(Beginning of Exercise data)

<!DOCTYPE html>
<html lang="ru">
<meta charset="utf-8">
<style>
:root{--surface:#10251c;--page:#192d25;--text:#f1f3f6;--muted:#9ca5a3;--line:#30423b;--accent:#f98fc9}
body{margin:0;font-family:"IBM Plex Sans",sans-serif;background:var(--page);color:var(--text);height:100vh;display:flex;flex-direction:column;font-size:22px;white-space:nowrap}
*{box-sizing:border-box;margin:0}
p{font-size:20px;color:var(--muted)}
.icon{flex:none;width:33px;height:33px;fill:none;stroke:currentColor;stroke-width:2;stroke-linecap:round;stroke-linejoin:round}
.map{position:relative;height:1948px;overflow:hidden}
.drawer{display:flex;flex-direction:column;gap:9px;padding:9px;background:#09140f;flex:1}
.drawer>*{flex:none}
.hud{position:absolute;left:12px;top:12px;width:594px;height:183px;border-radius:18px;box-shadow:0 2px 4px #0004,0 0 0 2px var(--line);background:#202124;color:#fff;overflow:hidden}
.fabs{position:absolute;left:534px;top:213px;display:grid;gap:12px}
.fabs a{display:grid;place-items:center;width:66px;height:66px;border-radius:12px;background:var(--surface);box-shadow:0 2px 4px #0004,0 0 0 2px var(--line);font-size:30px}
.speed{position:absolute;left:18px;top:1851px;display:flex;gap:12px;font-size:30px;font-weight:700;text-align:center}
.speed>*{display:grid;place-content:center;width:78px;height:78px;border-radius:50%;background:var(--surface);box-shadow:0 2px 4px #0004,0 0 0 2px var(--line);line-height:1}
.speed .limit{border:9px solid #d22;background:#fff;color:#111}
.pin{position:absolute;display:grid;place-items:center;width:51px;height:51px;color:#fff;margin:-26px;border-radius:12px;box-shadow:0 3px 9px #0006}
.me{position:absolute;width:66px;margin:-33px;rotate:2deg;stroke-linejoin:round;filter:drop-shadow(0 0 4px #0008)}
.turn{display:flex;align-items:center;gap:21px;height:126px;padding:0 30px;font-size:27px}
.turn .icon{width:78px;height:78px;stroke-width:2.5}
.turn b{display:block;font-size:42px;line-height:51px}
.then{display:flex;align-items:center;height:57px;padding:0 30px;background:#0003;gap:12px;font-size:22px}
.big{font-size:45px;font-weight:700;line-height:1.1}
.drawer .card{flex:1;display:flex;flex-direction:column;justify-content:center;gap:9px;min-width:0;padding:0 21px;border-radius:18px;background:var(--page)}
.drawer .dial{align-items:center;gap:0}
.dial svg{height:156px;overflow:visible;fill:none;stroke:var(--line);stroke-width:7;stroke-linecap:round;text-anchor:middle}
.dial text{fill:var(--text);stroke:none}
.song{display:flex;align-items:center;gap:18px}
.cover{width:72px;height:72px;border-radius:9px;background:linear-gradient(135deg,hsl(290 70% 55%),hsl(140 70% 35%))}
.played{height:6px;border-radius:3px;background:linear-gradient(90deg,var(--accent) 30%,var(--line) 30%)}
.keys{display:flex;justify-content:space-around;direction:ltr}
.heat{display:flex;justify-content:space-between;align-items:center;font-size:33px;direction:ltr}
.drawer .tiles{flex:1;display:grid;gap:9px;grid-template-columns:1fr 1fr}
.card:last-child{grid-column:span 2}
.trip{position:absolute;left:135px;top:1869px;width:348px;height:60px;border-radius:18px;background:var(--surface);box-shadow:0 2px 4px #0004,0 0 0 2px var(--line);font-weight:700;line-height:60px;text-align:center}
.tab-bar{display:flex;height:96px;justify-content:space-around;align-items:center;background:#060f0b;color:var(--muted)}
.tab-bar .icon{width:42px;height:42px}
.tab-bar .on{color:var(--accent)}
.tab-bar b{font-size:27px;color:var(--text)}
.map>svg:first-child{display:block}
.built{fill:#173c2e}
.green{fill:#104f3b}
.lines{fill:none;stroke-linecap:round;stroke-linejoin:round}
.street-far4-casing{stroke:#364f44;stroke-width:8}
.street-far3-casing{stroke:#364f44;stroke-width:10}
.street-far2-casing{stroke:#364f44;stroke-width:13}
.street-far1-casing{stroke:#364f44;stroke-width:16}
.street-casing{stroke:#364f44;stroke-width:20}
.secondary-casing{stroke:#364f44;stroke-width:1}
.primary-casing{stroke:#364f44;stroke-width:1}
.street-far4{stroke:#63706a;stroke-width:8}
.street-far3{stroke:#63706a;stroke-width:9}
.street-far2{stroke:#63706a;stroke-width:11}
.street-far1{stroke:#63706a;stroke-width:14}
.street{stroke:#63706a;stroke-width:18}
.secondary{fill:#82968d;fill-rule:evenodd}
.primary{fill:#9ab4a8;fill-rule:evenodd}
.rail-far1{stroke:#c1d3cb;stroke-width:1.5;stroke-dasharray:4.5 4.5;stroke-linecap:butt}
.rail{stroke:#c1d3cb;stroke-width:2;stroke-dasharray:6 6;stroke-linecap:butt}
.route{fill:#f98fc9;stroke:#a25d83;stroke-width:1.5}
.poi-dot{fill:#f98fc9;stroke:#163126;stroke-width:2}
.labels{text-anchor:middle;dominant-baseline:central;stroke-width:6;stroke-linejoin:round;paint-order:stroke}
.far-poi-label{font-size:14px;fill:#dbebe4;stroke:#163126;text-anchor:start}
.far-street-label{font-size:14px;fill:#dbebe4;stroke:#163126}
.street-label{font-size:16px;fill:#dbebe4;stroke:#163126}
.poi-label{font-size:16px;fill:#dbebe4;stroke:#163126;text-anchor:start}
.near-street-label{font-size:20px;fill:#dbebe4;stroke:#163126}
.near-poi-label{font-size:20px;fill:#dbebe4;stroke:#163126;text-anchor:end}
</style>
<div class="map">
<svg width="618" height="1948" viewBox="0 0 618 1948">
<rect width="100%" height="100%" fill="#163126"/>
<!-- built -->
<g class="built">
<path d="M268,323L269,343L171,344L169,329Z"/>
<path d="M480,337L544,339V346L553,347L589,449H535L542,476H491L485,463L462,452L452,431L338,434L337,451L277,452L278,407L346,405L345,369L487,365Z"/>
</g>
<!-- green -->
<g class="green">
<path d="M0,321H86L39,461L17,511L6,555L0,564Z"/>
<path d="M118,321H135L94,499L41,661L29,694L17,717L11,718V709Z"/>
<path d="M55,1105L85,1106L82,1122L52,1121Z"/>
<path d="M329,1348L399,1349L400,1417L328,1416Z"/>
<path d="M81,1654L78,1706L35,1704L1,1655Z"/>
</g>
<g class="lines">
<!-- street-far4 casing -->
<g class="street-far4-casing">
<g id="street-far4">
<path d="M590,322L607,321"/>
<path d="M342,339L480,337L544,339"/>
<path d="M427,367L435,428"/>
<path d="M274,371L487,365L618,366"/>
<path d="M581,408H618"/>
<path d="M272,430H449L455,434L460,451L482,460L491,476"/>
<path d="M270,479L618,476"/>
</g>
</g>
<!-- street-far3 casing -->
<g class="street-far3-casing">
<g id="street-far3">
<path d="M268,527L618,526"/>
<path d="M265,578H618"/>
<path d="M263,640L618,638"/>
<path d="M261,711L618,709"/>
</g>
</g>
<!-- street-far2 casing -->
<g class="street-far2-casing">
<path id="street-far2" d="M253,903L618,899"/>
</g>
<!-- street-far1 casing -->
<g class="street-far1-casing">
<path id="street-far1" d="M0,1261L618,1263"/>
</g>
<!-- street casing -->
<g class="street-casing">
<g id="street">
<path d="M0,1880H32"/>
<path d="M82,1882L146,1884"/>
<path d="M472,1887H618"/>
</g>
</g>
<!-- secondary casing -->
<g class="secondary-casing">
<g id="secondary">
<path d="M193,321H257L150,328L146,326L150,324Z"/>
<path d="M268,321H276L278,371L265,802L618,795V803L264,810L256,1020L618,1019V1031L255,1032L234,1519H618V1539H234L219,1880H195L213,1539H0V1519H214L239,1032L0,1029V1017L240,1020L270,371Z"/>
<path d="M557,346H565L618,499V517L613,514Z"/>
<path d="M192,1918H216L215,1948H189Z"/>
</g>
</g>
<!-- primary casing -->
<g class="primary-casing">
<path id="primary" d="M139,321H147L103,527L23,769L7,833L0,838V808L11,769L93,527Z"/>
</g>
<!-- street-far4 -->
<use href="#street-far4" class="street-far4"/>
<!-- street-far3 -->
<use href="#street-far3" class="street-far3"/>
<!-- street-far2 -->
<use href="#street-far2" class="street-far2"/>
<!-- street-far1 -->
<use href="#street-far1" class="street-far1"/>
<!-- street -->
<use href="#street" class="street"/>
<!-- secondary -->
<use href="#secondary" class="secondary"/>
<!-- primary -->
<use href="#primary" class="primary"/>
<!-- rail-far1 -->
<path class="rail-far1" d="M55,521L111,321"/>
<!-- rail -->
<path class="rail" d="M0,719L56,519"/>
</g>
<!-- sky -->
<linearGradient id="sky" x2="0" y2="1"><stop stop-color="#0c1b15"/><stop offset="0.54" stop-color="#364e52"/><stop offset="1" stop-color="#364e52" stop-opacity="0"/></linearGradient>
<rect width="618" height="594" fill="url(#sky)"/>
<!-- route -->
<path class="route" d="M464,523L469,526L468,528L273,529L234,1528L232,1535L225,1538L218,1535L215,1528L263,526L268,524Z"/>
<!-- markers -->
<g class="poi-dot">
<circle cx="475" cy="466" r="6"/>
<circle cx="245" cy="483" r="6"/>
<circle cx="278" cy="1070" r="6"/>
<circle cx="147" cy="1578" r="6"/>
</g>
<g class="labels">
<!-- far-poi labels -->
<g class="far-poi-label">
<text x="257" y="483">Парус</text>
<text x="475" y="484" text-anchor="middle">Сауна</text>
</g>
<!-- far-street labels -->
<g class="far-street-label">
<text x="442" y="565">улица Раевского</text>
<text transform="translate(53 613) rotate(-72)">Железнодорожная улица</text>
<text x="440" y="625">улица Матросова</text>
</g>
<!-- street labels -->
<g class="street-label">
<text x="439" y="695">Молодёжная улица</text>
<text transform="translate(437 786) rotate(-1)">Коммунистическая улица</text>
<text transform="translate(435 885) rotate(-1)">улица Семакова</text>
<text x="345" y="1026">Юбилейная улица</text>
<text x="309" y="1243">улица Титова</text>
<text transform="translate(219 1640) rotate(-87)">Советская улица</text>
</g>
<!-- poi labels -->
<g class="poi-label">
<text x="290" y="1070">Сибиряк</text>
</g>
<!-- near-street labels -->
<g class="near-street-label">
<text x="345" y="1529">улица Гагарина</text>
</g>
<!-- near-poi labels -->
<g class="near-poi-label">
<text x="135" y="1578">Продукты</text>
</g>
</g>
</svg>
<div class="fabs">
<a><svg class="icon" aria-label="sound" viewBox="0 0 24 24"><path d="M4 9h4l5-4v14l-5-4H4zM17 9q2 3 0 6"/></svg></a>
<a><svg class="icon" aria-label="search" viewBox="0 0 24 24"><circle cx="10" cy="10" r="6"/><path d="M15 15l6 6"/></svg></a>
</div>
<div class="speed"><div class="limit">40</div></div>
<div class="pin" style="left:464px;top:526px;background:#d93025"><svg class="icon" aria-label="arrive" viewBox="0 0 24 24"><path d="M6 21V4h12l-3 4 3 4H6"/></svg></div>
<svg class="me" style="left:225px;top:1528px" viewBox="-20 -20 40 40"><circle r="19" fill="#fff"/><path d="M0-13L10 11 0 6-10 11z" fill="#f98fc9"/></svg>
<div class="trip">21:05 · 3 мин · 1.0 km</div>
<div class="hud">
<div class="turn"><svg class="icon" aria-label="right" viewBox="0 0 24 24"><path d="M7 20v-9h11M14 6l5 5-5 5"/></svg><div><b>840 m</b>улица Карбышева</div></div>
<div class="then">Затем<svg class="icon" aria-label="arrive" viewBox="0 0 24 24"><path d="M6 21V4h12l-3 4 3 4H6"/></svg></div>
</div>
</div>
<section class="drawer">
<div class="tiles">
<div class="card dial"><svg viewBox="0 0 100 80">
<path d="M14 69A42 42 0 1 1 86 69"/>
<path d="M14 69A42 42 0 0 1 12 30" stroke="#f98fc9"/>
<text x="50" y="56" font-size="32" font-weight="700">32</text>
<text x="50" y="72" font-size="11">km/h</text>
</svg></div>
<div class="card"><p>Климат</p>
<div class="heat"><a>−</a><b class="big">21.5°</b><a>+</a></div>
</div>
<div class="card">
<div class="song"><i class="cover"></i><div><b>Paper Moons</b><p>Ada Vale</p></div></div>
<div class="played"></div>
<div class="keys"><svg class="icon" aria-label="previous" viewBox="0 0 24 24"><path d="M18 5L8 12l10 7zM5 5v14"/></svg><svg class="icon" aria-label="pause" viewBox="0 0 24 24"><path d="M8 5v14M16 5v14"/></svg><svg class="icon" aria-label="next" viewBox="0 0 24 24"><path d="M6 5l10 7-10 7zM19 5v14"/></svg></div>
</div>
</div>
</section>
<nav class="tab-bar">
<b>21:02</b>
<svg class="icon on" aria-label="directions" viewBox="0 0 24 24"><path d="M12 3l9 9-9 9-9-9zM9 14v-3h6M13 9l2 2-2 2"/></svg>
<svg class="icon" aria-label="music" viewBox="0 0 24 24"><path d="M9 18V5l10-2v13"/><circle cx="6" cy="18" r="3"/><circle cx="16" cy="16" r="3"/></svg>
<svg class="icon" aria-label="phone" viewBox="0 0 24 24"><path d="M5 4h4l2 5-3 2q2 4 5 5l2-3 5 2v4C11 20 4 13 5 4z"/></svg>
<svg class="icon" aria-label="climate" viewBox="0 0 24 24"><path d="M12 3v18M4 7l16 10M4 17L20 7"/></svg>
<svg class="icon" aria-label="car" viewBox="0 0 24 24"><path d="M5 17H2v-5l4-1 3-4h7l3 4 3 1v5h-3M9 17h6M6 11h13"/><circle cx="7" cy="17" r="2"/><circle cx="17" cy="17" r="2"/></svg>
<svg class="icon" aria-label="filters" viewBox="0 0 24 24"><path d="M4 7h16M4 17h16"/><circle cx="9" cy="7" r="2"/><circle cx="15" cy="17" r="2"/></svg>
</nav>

(End of Exercise data)

### Problem to solve
Filter these records, keeping every line where the word "lines" occurs.

### Written answer
.lines{fill:none;stroke-linecap:round;stroke-linejoin:round}
<g class="lines">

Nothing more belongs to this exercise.